### TASK DETAILS
Output the records again verbatim.

GIVEN ENTRIES section start

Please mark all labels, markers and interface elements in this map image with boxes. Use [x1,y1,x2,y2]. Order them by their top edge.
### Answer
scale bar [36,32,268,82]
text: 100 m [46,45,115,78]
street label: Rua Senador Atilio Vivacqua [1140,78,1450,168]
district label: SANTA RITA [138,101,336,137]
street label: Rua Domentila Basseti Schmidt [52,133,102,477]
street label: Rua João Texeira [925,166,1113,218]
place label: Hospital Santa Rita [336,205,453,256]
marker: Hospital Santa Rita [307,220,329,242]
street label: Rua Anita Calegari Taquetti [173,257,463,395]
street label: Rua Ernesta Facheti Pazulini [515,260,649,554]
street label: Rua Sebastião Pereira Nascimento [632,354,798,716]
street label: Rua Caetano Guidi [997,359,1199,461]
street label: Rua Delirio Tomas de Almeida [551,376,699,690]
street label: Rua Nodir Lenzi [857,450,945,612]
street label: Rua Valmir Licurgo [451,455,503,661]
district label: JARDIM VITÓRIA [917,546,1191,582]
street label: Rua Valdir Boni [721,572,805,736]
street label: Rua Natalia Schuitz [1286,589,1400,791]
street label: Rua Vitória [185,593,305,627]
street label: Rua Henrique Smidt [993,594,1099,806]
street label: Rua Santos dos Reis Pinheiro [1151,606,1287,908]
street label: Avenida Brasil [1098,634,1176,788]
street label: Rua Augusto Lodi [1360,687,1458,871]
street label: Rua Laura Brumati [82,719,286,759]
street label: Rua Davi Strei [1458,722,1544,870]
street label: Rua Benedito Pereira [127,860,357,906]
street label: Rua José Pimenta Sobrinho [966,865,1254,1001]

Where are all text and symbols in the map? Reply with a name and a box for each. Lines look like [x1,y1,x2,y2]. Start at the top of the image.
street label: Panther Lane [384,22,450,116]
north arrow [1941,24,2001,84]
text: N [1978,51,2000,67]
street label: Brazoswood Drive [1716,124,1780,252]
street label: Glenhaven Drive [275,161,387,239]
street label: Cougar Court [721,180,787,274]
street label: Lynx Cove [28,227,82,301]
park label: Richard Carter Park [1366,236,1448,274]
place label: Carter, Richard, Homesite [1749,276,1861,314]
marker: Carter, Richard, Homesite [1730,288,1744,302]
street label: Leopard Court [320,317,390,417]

GIVEN ENTRIES section end

### OUTPUT FOR THIS EXERCISE
Please mark all labels, markers and interface elements in this map image with boxes. Use [x1,y1,x2,y2]. Order them by their top edge.
### Answer
scale bar [36,32,268,82]
text: 100 m [46,45,115,78]
street label: Rua Senador Atilio Vivacqua [1140,78,1450,168]
district label: SANTA RITA [138,101,336,137]
street label: Rua Domentila Basseti Schmidt [52,133,102,477]
street label: Rua João Texeira [925,166,1113,218]
place label: Hospital Santa Rita [336,205,453,256]
marker: Hospital Santa Rita [307,220,329,242]
street label: Rua Anita Calegari Taquetti [173,257,463,395]
street label: Rua Ernesta Facheti Pazulini [515,260,649,554]
street label: Rua Sebastião Pereira Nascimento [632,354,798,716]
street label: Rua Caetano Guidi [997,359,1199,461]
street label: Rua Delirio Tomas de Almeida [551,376,699,690]
street label: Rua Nodir Lenzi [857,450,945,612]
street label: Rua Valmir Licurgo [451,455,503,661]
district label: JARDIM VITÓRIA [917,546,1191,582]
street label: Rua Valdir Boni [721,572,805,736]
street label: Rua Natalia Schuitz [1286,589,1400,791]
street label: Rua Vitória [185,593,305,627]
street label: Rua Henrique Smidt [993,594,1099,806]
street label: Rua Santos dos Reis Pinheiro [1151,606,1287,908]
street label: Avenida Brasil [1098,634,1176,788]
street label: Rua Augusto Lodi [1360,687,1458,871]
street label: Rua Laura Brumati [82,719,286,759]
street label: Rua Davi Strei [1458,722,1544,870]
street label: Rua Benedito Pereira [127,860,357,906]
street label: Rua José Pimenta Sobrinho [966,865,1254,1001]

Where are all text and symbols in the map? Reply with a name and a box for each. Lines look like [x1,y1,x2,y2]. Start at the top of the image.
street label: Panther Lane [384,22,450,116]
north arrow [1941,24,2001,84]
text: N [1978,51,2000,67]
street label: Brazoswood Drive [1716,124,1780,252]
street label: Glenhaven Drive [275,161,387,239]
street label: Cougar Court [721,180,787,274]
street label: Lynx Cove [28,227,82,301]
park label: Richard Carter Park [1366,236,1448,274]
place label: Carter, Richard, Homesite [1749,276,1861,314]
marker: Carter, Richard, Homesite [1730,288,1744,302]
street label: Leopard Court [320,317,390,417]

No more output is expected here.